Records from a collection:

○ ○ ○ ○ ○ ○ ○

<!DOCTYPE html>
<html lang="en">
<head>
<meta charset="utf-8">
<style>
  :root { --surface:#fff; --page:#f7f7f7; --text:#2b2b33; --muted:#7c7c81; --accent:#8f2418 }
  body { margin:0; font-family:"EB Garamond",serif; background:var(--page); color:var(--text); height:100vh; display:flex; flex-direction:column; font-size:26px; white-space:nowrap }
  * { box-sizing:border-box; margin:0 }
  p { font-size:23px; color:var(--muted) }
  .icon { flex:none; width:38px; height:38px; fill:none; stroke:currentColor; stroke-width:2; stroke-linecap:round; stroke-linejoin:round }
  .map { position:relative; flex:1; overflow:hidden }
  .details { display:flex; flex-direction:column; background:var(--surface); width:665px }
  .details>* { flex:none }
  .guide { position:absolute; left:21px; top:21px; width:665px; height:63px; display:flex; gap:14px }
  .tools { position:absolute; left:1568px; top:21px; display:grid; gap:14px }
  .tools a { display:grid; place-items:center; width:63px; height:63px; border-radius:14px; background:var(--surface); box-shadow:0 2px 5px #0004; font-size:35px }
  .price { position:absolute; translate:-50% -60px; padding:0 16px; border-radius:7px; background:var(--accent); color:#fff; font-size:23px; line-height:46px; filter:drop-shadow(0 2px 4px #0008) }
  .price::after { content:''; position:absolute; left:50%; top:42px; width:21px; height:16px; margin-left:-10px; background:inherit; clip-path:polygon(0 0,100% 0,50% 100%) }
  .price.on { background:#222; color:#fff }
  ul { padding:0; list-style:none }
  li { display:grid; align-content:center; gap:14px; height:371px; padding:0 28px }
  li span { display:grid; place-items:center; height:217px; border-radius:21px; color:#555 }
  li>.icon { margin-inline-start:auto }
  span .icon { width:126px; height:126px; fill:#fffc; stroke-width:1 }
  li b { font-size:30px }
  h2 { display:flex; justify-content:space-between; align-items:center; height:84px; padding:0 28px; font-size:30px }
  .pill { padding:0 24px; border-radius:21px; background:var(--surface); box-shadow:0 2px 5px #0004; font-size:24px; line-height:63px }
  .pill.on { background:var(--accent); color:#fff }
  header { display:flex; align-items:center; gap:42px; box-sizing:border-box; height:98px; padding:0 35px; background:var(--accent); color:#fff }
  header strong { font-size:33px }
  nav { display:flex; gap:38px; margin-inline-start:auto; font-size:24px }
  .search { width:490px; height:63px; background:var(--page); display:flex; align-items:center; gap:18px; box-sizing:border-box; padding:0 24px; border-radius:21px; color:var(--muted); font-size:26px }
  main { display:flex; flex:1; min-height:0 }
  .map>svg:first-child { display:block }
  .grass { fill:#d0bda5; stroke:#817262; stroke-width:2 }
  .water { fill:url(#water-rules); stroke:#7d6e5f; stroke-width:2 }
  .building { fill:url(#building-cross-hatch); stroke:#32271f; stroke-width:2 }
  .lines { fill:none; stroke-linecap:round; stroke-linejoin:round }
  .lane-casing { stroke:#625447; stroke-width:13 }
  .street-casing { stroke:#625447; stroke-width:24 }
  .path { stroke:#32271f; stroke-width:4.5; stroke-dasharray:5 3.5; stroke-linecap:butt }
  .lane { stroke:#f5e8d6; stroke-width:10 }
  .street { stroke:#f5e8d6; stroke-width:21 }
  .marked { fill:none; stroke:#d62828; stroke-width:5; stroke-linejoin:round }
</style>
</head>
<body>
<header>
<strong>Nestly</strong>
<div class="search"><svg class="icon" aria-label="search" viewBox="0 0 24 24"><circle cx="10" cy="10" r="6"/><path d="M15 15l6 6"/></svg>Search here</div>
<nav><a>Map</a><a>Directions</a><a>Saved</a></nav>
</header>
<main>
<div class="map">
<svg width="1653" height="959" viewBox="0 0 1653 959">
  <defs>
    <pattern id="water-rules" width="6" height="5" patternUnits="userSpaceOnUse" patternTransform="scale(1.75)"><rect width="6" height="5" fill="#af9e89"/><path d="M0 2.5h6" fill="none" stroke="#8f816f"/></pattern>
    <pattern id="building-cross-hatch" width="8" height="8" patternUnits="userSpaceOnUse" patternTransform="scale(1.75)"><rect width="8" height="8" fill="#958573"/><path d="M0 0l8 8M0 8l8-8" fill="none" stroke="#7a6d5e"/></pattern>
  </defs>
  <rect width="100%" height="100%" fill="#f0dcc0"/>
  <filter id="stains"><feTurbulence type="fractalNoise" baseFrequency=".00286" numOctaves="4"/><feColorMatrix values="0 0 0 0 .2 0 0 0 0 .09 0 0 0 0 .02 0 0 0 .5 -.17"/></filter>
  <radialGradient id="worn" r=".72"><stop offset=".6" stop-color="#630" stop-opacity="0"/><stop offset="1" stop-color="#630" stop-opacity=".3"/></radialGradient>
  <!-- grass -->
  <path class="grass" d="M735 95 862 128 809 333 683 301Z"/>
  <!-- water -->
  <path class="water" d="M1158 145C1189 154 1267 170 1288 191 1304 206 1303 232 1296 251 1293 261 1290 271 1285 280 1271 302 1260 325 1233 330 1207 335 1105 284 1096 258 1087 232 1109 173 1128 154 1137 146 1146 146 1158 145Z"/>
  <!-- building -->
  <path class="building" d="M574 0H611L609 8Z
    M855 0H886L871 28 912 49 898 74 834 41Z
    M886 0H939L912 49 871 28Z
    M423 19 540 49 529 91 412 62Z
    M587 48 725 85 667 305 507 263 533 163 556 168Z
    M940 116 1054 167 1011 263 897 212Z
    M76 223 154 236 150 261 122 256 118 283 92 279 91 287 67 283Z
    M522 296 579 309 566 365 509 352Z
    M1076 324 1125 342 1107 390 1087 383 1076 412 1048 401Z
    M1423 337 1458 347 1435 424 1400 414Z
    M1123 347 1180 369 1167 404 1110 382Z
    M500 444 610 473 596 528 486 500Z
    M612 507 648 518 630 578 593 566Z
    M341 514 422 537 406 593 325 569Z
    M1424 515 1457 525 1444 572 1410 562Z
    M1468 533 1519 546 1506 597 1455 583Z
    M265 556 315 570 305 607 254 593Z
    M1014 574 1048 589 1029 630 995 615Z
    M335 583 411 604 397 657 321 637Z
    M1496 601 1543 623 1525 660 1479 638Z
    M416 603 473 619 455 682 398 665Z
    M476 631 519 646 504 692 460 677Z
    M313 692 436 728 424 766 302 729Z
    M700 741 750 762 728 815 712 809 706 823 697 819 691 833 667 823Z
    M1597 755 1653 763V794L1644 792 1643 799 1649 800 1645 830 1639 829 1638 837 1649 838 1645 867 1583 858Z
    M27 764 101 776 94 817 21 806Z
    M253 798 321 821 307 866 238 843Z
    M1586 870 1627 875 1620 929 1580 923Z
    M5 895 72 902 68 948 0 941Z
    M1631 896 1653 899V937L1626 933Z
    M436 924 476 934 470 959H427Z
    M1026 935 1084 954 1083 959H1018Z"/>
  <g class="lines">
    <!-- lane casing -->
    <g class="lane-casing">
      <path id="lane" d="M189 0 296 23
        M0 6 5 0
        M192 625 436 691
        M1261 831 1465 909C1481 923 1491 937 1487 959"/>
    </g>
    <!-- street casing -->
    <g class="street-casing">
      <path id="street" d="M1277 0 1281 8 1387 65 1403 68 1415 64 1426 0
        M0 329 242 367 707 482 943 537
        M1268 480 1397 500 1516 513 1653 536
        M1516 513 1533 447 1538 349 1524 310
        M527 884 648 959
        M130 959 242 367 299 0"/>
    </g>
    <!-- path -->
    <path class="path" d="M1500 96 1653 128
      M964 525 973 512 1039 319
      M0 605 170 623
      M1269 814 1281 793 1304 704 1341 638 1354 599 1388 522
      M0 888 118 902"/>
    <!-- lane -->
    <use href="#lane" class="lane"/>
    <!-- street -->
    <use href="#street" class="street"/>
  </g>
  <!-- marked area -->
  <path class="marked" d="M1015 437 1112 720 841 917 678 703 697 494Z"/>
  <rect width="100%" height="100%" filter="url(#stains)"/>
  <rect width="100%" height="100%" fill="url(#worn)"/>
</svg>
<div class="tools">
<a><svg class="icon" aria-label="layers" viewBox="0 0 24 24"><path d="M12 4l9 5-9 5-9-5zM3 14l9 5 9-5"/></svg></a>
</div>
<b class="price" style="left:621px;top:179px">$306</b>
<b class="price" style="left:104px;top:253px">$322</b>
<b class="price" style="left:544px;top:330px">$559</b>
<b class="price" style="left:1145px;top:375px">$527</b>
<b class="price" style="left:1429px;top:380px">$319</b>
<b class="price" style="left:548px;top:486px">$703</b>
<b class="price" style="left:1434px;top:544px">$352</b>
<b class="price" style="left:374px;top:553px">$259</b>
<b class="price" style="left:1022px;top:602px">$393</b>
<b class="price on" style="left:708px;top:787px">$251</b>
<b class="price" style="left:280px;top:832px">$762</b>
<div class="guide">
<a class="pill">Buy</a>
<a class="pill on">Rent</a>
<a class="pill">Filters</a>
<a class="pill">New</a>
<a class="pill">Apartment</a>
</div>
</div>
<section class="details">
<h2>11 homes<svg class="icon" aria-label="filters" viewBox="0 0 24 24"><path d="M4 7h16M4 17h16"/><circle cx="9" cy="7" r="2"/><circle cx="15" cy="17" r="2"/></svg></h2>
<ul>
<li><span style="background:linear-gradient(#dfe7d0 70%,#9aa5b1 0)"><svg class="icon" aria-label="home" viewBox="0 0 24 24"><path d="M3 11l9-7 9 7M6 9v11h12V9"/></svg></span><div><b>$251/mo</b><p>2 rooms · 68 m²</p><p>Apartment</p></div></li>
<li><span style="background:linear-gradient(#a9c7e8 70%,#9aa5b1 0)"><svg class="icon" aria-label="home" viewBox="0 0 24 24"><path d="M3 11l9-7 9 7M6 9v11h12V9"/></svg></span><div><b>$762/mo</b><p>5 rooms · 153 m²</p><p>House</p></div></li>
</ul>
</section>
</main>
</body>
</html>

○ ○ ○ ○ ○ ○ ○

# Exercise objective
Pull each line containing the word "lines" out of the data above.

# Finished task
  .lines { fill:none; stroke-linecap:round; stroke-linejoin:round }
  <g class="lines">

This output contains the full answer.